Stored data entries
---------------
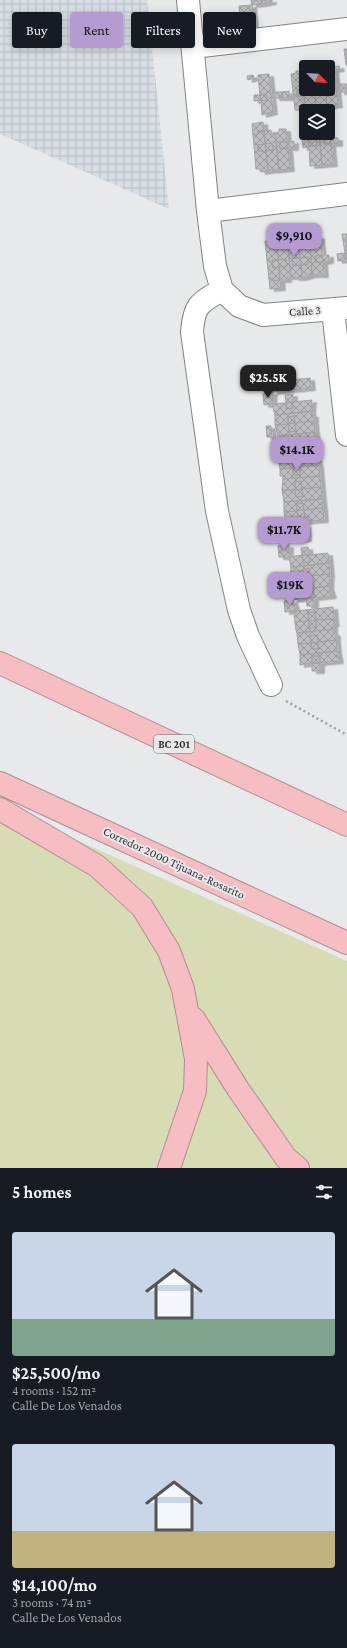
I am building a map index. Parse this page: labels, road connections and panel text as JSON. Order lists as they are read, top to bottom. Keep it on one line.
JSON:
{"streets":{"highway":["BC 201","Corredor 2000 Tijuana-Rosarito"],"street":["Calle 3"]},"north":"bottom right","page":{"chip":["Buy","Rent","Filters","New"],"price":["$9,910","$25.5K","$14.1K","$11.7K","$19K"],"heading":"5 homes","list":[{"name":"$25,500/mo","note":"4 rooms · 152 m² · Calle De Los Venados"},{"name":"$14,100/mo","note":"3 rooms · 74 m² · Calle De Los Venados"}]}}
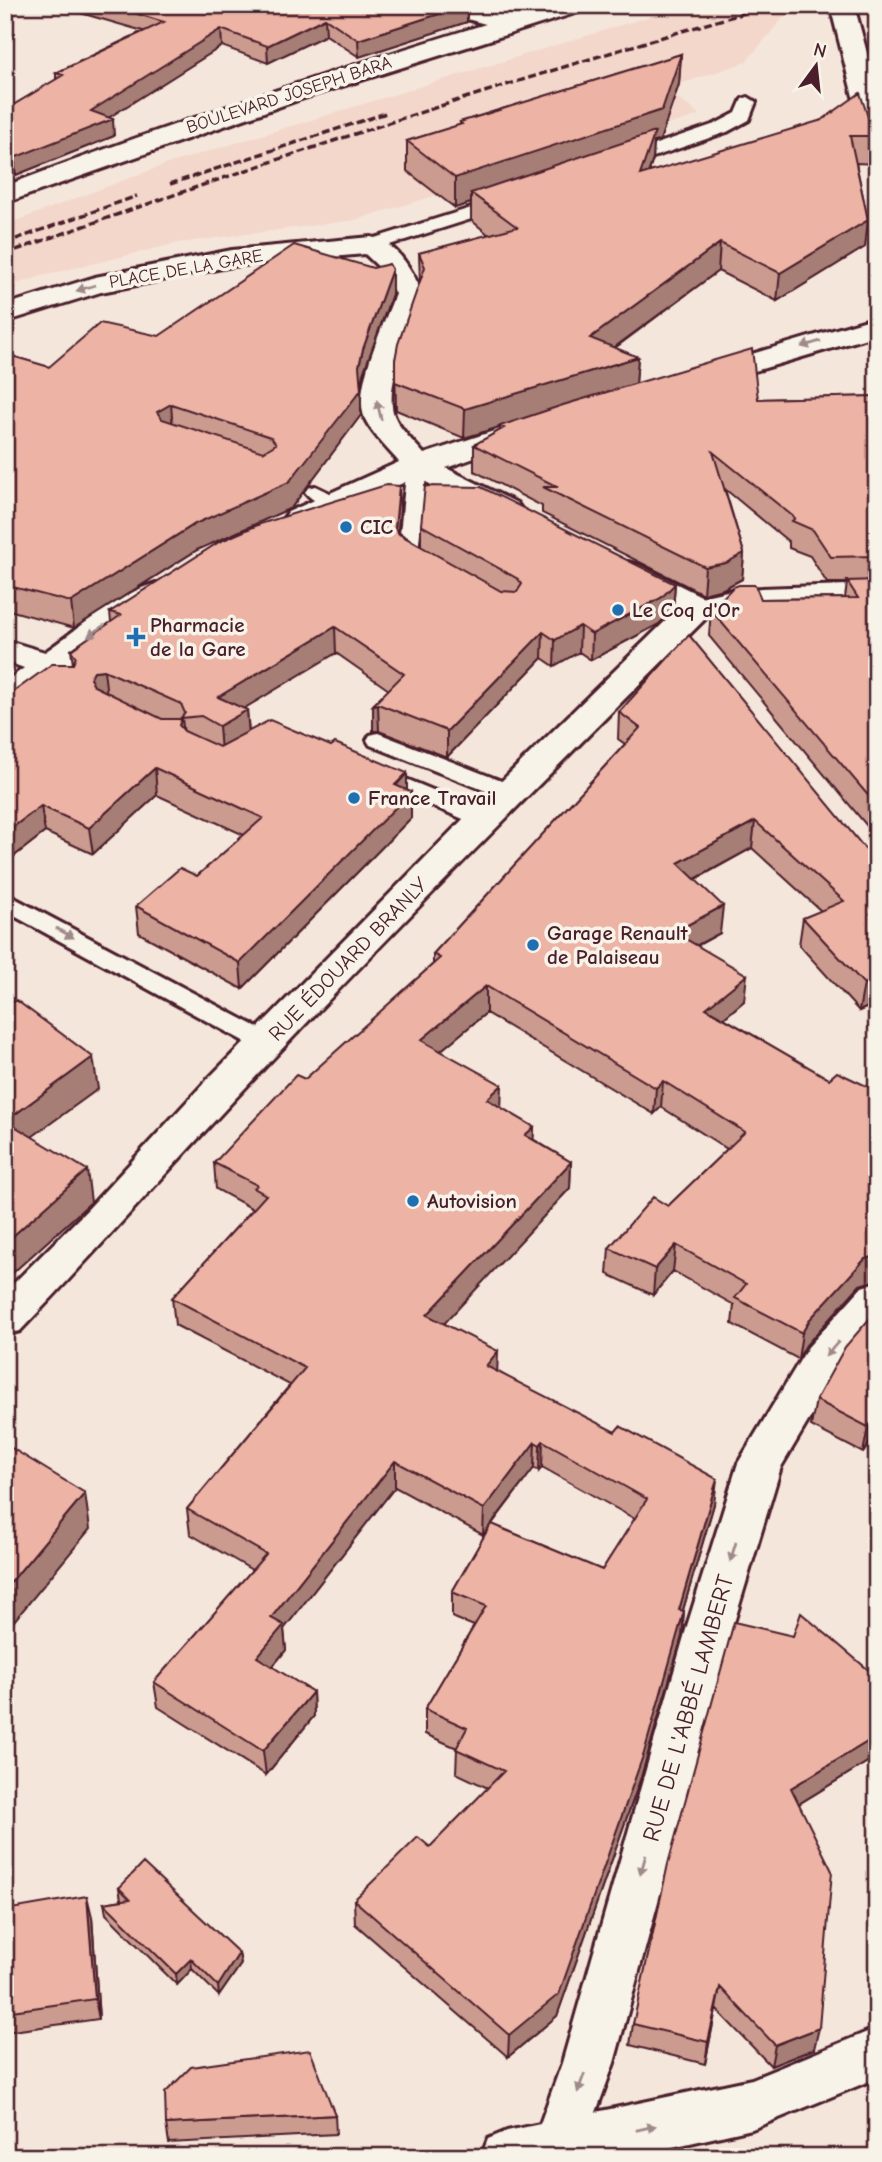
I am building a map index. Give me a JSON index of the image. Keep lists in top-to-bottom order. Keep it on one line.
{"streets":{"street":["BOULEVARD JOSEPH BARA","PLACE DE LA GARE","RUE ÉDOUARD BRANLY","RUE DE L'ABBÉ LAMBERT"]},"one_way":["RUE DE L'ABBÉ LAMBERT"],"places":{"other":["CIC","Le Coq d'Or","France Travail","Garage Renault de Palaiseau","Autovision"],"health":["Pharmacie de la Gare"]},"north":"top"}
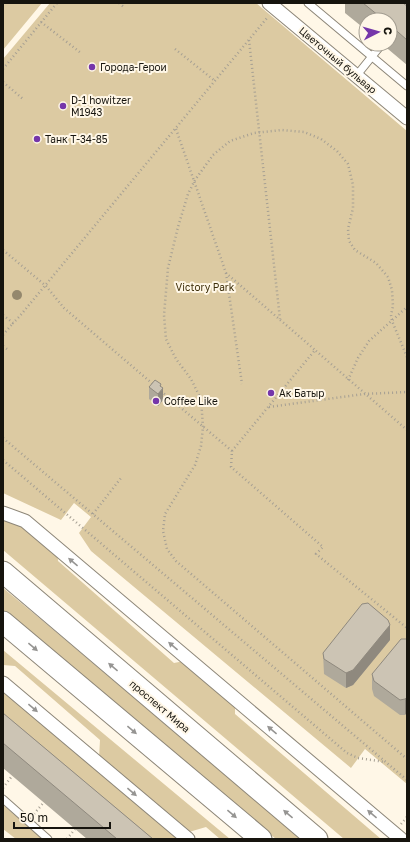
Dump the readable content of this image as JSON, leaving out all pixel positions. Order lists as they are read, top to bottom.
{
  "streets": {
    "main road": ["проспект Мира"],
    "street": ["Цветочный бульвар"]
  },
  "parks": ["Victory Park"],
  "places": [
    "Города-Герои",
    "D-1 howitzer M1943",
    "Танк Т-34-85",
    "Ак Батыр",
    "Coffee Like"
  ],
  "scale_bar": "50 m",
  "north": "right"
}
---------------
> [Directions for this task]: Nothing but the records, restated word for word and stripped of images, belongs in the answer.

> [Output of the exercise]:
I am building a map index. Parse this page: labels, road connections and panel text as JSON. Order lists as they are read, top to bottom. Keep it on one line.
JSON:
{"streets":{"highway":["BC 201","Corredor 2000 Tijuana-Rosarito"],"street":["Calle 3"]},"north":"bottom right","page":{"chip":["Buy","Rent","Filters","New"],"price":["$9,910","$25.5K","$14.1K","$11.7K","$19K"],"heading":"5 homes","list":[{"name":"$25,500/mo","note":"4 rooms · 152 m² · Calle De Los Venados"},{"name":"$14,100/mo","note":"3 rooms · 74 m² · Calle De Los Venados"}]}}
I am building a map index. Give me a JSON index of the image. Keep lists in top-to-bottom order. Keep it on one line.
{"streets":{"street":["BOULEVARD JOSEPH BARA","PLACE DE LA GARE","RUE ÉDOUARD BRANLY","RUE DE L'ABBÉ LAMBERT"]},"one_way":["RUE DE L'ABBÉ LAMBERT"],"places":{"other":["CIC","Le Coq d'Or","France Travail","Garage Renault de Palaiseau","Autovision"],"health":["Pharmacie de la Gare"]},"north":"top"}
Dump the readable content of this image as JSON, leaving out all pixel positions. Order lists as they are read, top to bottom.
{
  "streets": {
    "main road": ["проспект Мира"],
    "street": ["Цветочный бульвар"]
  },
  "parks": ["Victory Park"],
  "places": [
    "Города-Герои",
    "D-1 howitzer M1943",
    "Танк Т-34-85",
    "Ак Батыр",
    "Coffee Like"
  ],
  "scale_bar": "50 m",
  "north": "right"
}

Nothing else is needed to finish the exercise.